An example of the “landmark” argument was forwarded August 9 in a Washington Times column by Jay Sekulow of the right-wing American Center for Law and Justice, who claimed that the building is “historically significant” because “pieces of one of the hijacked planes crashed through the roof on Sept. 11.” But as the city's landmarks commission pointed out, the building itself is not architecturally significant, hole in the roof or not. Sekulow also tried to argue that the building is “nearly identical” to one down the street that did receive landmark status, but according to the landmarks commission, that building was designed by a prominent architect and has a notable history as an early home of the New York Daily News.

The landmark argument metastasized quickly. In his Aug. 24 column, WorldNetDaily's Joseph Farah declared that the building “should either be repaired and declared a historic landmark or be replaced by something other than a mosque,” adding:

The unacceptable symbolism of replacing the Burlington Coat Factory with a mosque is even more compelling than the idea of building a mosque at the former site of the World Trade Center.

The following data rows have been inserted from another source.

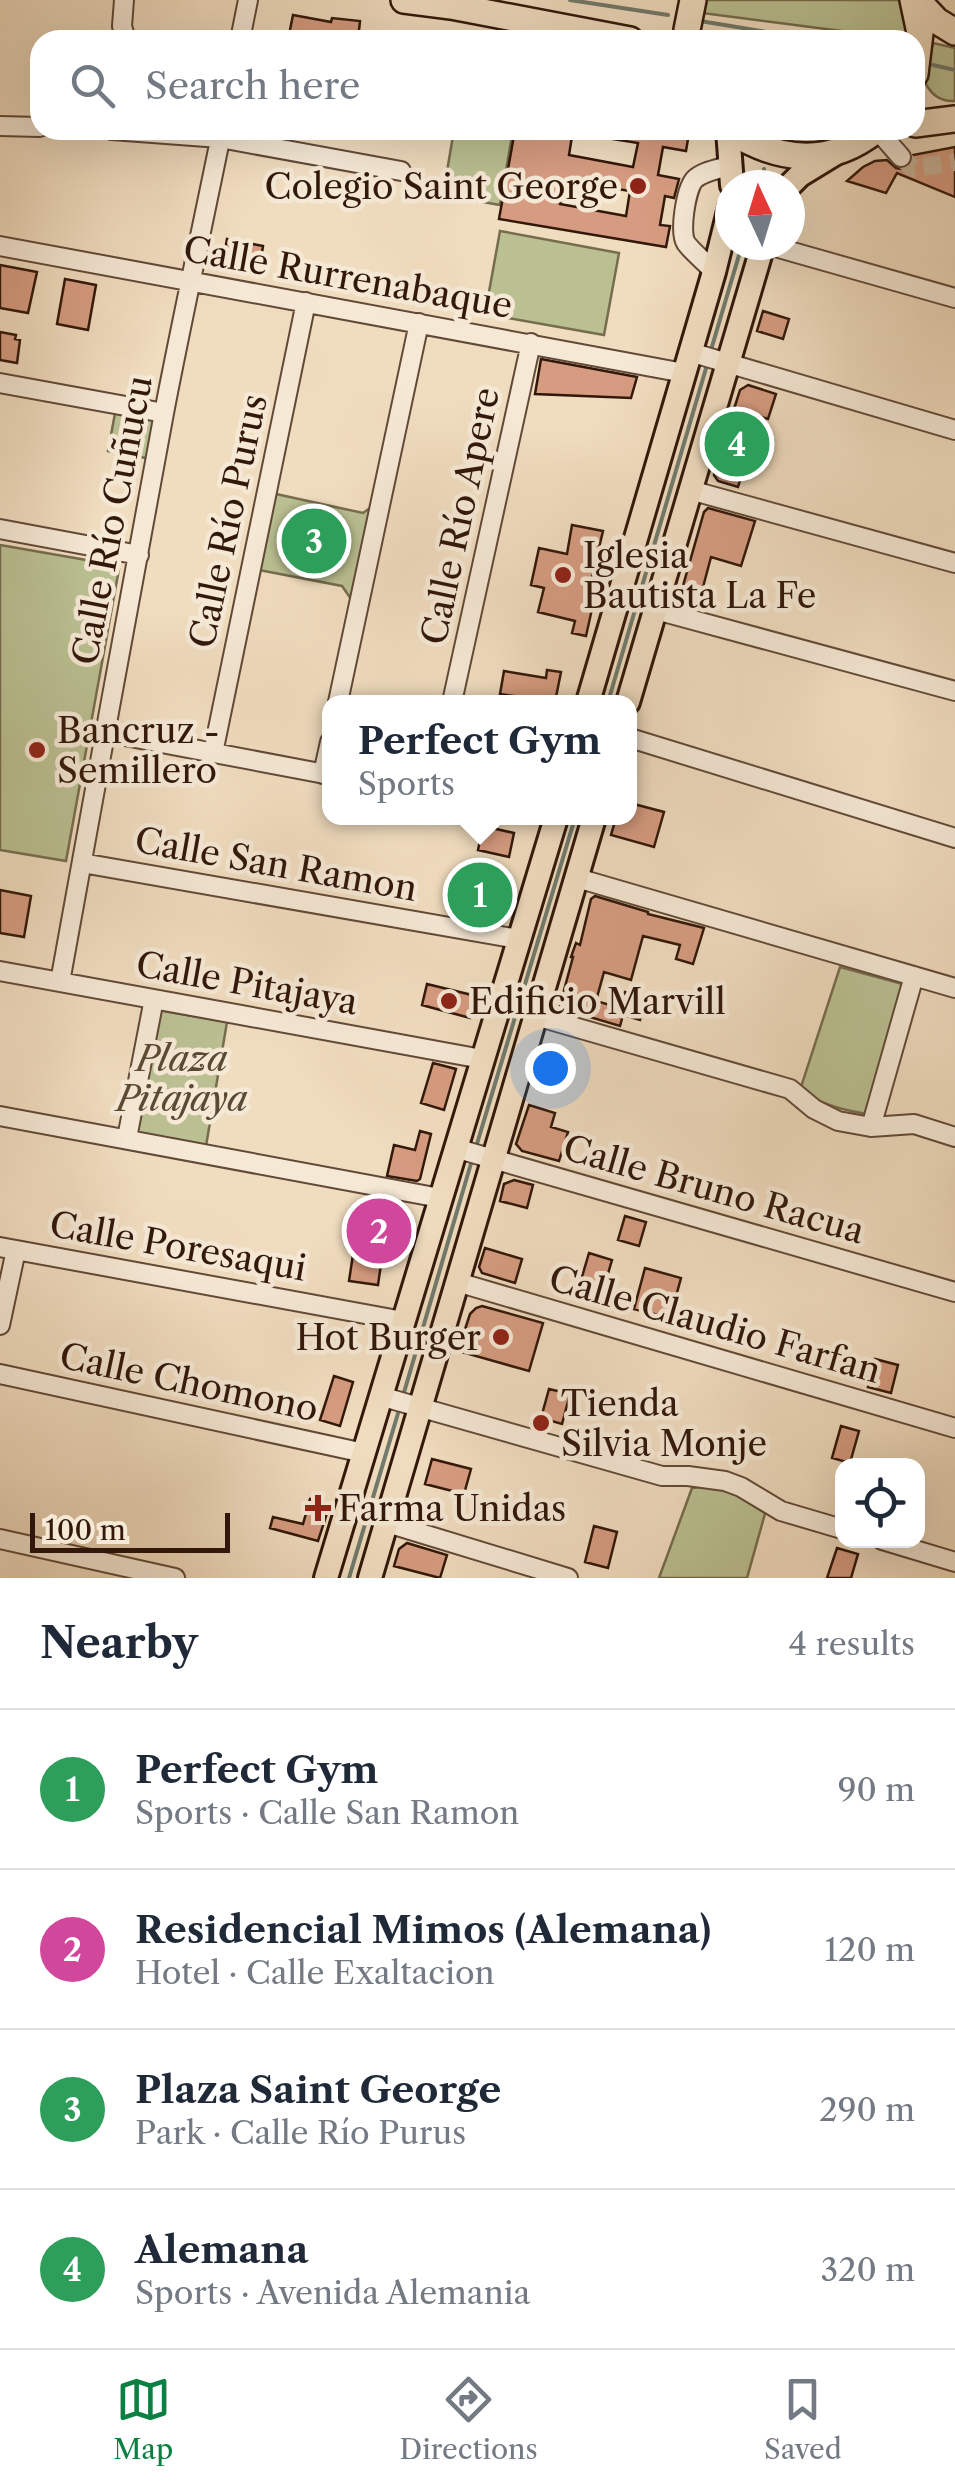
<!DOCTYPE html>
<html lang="en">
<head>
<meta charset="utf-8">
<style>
	:root { --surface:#fff; --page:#f6f6f7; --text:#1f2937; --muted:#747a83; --line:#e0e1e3; --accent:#0b8043 }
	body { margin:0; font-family:"Libre Caslon Text",serif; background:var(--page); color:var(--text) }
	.controls { position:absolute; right:30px; bottom:30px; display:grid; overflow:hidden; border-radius:20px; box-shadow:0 10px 40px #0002 }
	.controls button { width:90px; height:90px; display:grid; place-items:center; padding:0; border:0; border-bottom:2px solid var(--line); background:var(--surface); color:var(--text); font:50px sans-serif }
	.compass { position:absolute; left:715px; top:170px; width:90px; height:90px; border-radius:50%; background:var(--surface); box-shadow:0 10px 40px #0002; rotate:356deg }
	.scale { position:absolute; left:30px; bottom:25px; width:200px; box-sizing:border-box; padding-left:10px; border:5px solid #32180a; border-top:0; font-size:28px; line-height:35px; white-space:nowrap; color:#32180a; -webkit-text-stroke:8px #f5e8d5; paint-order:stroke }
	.you { position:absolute; left:550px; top:1068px; width:35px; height:35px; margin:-25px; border:8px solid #fff; border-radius:50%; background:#1a73e8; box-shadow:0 0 0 15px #1a73e833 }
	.badge { display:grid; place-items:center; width:65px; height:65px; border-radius:50%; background:var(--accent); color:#fff; font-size:32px; font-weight:700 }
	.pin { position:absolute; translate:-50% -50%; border:5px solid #fff; box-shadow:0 2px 10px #0006 }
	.popup { position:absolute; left:322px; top:695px; width:315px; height:130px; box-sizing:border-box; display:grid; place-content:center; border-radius:20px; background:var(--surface); filter:drop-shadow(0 2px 8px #0005); font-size:32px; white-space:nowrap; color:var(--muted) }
	.popup b { font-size:38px; color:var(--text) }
	.popup::after { content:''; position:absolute; left:50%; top:100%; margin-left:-20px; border:20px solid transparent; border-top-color:var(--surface) }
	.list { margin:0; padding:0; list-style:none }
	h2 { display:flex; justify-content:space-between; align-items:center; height:130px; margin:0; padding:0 40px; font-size:42px }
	h2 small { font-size:32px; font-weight:400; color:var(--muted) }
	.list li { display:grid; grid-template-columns:65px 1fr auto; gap:30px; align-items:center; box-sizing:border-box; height:160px; padding:0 40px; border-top:2px solid var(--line) }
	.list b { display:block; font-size:38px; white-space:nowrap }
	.list p { margin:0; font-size:32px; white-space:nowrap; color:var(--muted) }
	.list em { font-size:32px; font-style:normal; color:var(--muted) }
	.icon { flex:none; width:55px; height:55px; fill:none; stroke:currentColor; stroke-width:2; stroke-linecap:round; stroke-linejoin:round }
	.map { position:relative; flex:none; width:955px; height:1578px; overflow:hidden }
	.search { position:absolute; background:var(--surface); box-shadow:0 10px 40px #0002; left:30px; right:30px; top:30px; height:110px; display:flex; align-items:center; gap:25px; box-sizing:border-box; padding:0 35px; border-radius:30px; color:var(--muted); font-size:38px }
	.sheet { height:770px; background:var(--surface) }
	nav { display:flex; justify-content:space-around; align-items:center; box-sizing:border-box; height:140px; border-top:2px solid var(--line); background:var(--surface); font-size:28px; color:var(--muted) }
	nav a { display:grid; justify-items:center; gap:5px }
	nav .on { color:var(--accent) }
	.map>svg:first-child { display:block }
</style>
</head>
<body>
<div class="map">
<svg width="955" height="1578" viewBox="0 0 955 1578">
	<rect width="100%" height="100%" fill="#f0dcbf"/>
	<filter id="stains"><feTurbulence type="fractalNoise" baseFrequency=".002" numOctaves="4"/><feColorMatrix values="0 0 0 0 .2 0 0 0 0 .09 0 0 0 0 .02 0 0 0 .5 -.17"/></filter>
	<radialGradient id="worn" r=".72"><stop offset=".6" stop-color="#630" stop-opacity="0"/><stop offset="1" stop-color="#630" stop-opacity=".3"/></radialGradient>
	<path fill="#bac092" stroke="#766c4e" stroke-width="2.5" d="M704 0H904L911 40 702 13Z
		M933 43 955 48V101C939 102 930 94 924 80Z
		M454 130H513L500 205 443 195Z
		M500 231 619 253 604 335 485 314Z
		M116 408 152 414 157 423 151 459 108 451Z
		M276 494 363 513 370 508 351 599 342 586 259 570Z
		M0 545 115 565 119 569 66 861 0 850Z
		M840 967 910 986 874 1115C846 1111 824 1106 800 1090Z
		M158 1010 227 1022 206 1146 136 1133Z
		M715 1485 730 1488 766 1510 747 1578H659L692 1488Z"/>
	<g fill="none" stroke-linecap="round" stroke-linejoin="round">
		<path stroke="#717a6c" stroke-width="4" d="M570 0 668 15
			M700 21 815 40
			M933 65 955 70
			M760 185 764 169
			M711 350 742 245
			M608 702 707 365
			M476 1147 575 818
			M403 1396 472 1160
			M349 1578 399 1410"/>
	</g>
	<path fill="#d69c81" stroke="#32180a" stroke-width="2.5" fill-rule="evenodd" d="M293 15 331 22 332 18 360 21 358 40 326 36 325 40H288Z
		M515 130H573L569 155 633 167 638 143 594 136 595 130H675L689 133 686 151 663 147 658 175 679 179 674 198 665 196 660 225 670 226 666 247 499 219ZM564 180 630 191 626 216 560 204Z
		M955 147V197L897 173 886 193 847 181 863 167 875 161 887 160 896 168 902 169 910 166 913 155Z
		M227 239 263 246 260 266 227 260 224 256Z
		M0 265 37 272 28 313 0 308Z
		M65 279 96 285 88 330 57 324Z
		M763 311 789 319 783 339 757 331Z
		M0 332 16 335 15 339 20 340 17 363 0 360Z
		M541 359 637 377 631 398 535 394Z
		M748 385 776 394 768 419 734 409 740 390Z
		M727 430 753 437 738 487 718 481 714 475Z
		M708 508 755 521 741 566 711 557 698 606 679 600 704 512Z
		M572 525 603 531 587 598 594 600 586 636 572 633 575 621 538 612 544 588 531 585 539 548 567 554Z
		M547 670 561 672 555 702 500 694 504 671 546 678Z
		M630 803 664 812 654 847 611 835 616 818H630Z
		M483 826 514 833 509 857 478 850Z
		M477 882 500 887 494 914 459 906 464 884 476 886Z
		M0 890 31 896 24 937 0 933Z
		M595 896 648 912V914L704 928 693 964 676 959 680 945 643 936 631 980 604 972 596 1001 620 1008 625 992 646 998 640 1020 623 1015 620 1026 563 1009 560 1005 573 957H571L576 943 580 945 591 899Z
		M427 984 476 996 470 1018 422 1005Z
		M433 1063 456 1069 444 1110 421 1103Z
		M529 1105 555 1113 551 1127 568 1132 559 1161 522 1151 516 1144Z
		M420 1131 431 1134 420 1179 417 1181 387 1176 394 1145 415 1150Z
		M514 1180 533 1185 527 1208 500 1201 504 1184Z
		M371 1201 398 1210 389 1242 384 1243 378 1285 349 1281 354 1248H357Z
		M625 1216 646 1222 639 1246 618 1240Z
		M485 1248 522 1259 515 1283 482 1273 479 1267Z
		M589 1253 612 1260 599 1304 576 1297Z
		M645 1268 681 1278 670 1318 634 1309Z
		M482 1306 543 1323 529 1371 458 1351 470 1314 476 1308Z
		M875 1359 898 1365 891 1393 868 1387Z
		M334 1376 353 1382 340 1426 320 1420Z
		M549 1389 570 1394 562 1424 541 1418Z
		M841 1426 859 1431 850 1463 832 1458Z
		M432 1459 471 1469 464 1494 425 1484Z
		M310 1499 330 1504 318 1541 270 1528 273 1517 303 1524Z
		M594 1526 617 1532 608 1568 585 1562Z
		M407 1543 447 1555 440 1578 394 1566 399 1549Z
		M837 1548 858 1554 851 1578H827Z"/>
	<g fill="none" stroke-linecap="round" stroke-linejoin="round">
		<path stroke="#cab59b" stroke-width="18" stroke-dasharray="18 9" stroke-linecap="butt" d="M901 157 913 168 955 162"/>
		<g stroke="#624937" stroke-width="22">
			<path id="minor" d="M124 0 122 26 126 40
				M240 40 248 0
				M0 126 40 127
				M112 130 220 138 401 171
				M880 133 901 157
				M768 245 955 298
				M0 246 684 373
				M714 272C706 262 693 253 686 243 679 232 686 190 694 180 702 171 720 169 732 165
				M690 352 955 430
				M0 383 164 413
				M690 490 955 563
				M0 529 139 555
				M656 610 955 691
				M338 702 419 323
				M452 702 531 343
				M104 732 330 775
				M630 738 955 838
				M213 753 306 302
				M323 774 330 742
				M82 863 518 939
				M577 878 955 988
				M0 971 482 1059
				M60 982C95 792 128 603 164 413 182 319 203 224 222 130
				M536 1016 790 1089 814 1109 838 1121 871 1127 914 1124 955 1137
				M0 1116 440 1198
				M871 1127 914 976
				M127 1138 154 999
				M455 1148 955 1292
				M0 1247 403 1321
				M457 1282 955 1428
				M0 1325 16 1250
				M0 1374 364 1453
				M380 1396 662 1476H688L725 1481 741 1487 781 1511 842 1529
				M387 1523 568 1578
				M0 1539 175 1578
				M882 1540 955 1562"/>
		</g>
		<g stroke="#32180a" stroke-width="28">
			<path id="major" d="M728 130 732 185
				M790 185 800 175 836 153
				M588 702 714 272 730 207
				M628 702 763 245
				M326 1578 556 818
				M370 1578 594 818"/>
		</g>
		<g stroke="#32180a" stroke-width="30">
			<path id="highway" d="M404 0 451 6 630 40
				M913 0 920 33 915 74
				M917 0 937 21 955 32
				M687 40V30L693 0
				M915 124 955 119
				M729 130C777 161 829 168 876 130"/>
		</g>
		<use href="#minor" stroke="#f5e8d5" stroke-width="18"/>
		<use href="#major" stroke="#f0dcbf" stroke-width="22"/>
		<use href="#highway" stroke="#f0dcbf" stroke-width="25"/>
	</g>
	<g fill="#8f2418" stroke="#f5e8d5" stroke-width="4">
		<circle cx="638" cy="186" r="10"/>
		<circle cx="563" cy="575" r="10"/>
		<circle cx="37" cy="750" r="10"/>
		<circle cx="449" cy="1001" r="10"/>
		<circle cx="501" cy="1337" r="10"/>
		<circle cx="541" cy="1423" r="10"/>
		<path d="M313 1493h10v10h10v10h-10v10h-10v-10h-10v-10h10z"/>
	</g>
	<g text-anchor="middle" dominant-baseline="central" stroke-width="9" stroke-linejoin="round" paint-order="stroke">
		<g font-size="35" fill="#32180a" stroke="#f5e8d5" text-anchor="start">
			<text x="618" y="186" text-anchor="end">Colegio Saint George</text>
			<text x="583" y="555">Iglesia<tspan x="583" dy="40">Bautista La Fe</tspan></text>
			<text x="57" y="730">Bancruz -<tspan x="57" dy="40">Semillero</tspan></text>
			<text x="469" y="1001">Edificio Marvill</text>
			<text x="481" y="1337" text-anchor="end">Hot Burger</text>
			<text x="561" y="1403">Tienda<tspan x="561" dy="40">Silvia Monje</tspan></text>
			<text x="338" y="1508">Farma Unidas</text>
		</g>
		<g font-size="35" fill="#32180a" stroke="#f5e8d5">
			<text transform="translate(348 277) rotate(10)">Calle Rurrenabaque</text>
			<text transform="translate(460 516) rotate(-78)">Calle Río Apere</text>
			<text transform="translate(112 520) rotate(-79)">Calle Río Cuñucu</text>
			<text transform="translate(228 521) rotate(-78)">Calle Río Purus</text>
			<text transform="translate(276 864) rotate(10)">Calle San Ramon</text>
			<text transform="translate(247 983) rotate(10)">Calle Pitajaya</text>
			<text transform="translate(714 1189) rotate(16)">Calle Bruno Racua</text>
			<text transform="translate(178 1246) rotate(10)">Calle Poresaqui</text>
			<text transform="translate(715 1324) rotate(16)">Calle Claudio Farfan</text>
			<text transform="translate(189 1382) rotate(12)">Calle Chomono</text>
		</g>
		<g font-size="35" font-style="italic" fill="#5b4a33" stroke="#f5e8d5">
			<text x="182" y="1058">Plaza<tspan x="182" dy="40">Pitajaya</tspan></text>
		</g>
	</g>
	<rect width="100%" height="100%" filter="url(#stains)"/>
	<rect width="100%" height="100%" fill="url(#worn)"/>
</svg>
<div class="controls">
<button><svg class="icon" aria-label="locate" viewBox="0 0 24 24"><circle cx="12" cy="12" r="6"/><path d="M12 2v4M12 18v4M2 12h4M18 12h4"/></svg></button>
</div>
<svg class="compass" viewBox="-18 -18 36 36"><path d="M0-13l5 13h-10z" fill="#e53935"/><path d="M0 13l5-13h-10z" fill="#747a83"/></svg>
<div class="scale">100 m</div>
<div class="you"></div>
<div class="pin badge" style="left:480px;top:895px;background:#2e9e5b">1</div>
<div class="popup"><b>Perfect Gym</b>Sports</div>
<div class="pin badge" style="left:379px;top:1231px;background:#d1479c">2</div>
<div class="pin badge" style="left:314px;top:541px;background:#2e9e5b">3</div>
<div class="pin badge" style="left:737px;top:444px;background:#2e9e5b">4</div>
<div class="search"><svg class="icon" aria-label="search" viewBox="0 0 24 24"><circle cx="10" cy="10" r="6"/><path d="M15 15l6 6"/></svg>Search here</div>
</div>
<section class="sheet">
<h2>Nearby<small>4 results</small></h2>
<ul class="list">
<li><span class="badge" style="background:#2e9e5b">1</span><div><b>Perfect Gym</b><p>Sports · Calle San Ramon</p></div><em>90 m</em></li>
<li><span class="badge" style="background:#d1479c">2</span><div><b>Residencial Mimos (Alemana)</b><p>Hotel · Calle Exaltacion</p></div><em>120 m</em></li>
<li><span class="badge" style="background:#2e9e5b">3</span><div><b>Plaza Saint George</b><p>Park · Calle Río Purus</p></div><em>290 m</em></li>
<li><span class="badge" style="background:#2e9e5b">4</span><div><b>Alemana</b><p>Sports · Avenida Alemania</p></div><em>320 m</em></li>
</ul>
</section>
<nav>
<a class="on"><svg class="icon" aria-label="map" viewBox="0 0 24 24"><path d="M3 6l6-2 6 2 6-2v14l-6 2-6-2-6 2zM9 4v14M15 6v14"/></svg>Map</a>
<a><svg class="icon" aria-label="directions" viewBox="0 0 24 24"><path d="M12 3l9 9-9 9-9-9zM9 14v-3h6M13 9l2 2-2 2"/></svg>Directions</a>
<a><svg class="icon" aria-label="saved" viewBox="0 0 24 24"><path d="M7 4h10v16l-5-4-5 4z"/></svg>Saved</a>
</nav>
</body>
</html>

In effect, by tearing down this building to make way for a mosque constructed with foreign Islamic money and leadership linked to Islamic extremism, Americans would be consenting to the completion of the audacious and insidious attack of Sept. 11, 2001.

I must give credit to a friend and colleague of mine, the best radio producer in America, Franklin Raff of the “G. Gordon Liddy Show,” for noticing this oversight even among those dead-set against the idea of the Ground Zero mosque.

The World Trade Center is gone. The Burlington Coat Factory is still standing.

Wouldn't Islamists around the world love to see the devastating attack of 9/11 result in even more destruction a decade later with the bulldozing of a landmark building only damaged on that date and replaced with a trophy mosque?

Yes, according to Farah, tearing down the building would be “completing the attack” the terrorists started.

The theory goes completely nuts in an August 24 post by Mort Todd at Big Peace, part of the Andrew Breitbart empire. “It is insane to consider the former site of the Burlington Coat Factory anything but Ground Zero,” Todd asserts:

The term Ground Zero does not just denote the footprints of the late World Trade Center; scores of blocks were covered by human ash, making a large area of Manhattan a virtual graveyard. But since pictures (and video) speak more than words, here are some 9/11/01 images of the neighborhood that we are not allowed to call Ground Zero anymore.

That's a far cry from just a week ago, when Fox Business' Eric Bolling suggested that moving the center “two or three blocks away” would “make everybody happy.”

As this map shows, there are numerous buildings that sustained at least some damage in the 9-11 attacks that, under Farah's definition, would also keep them from being torn down and/or turned into an Islamic center. That doesn't count the innumerable others that were, in Todd's words, “covered by human ash.”

The logical extension of that line of thinking is that not only can you not build an Islamic center in the immediate vicinity of the World Trade Center site -- or even “a large area of Manhattan” -- you can't build anything.

Do opponents of this project really want to go there?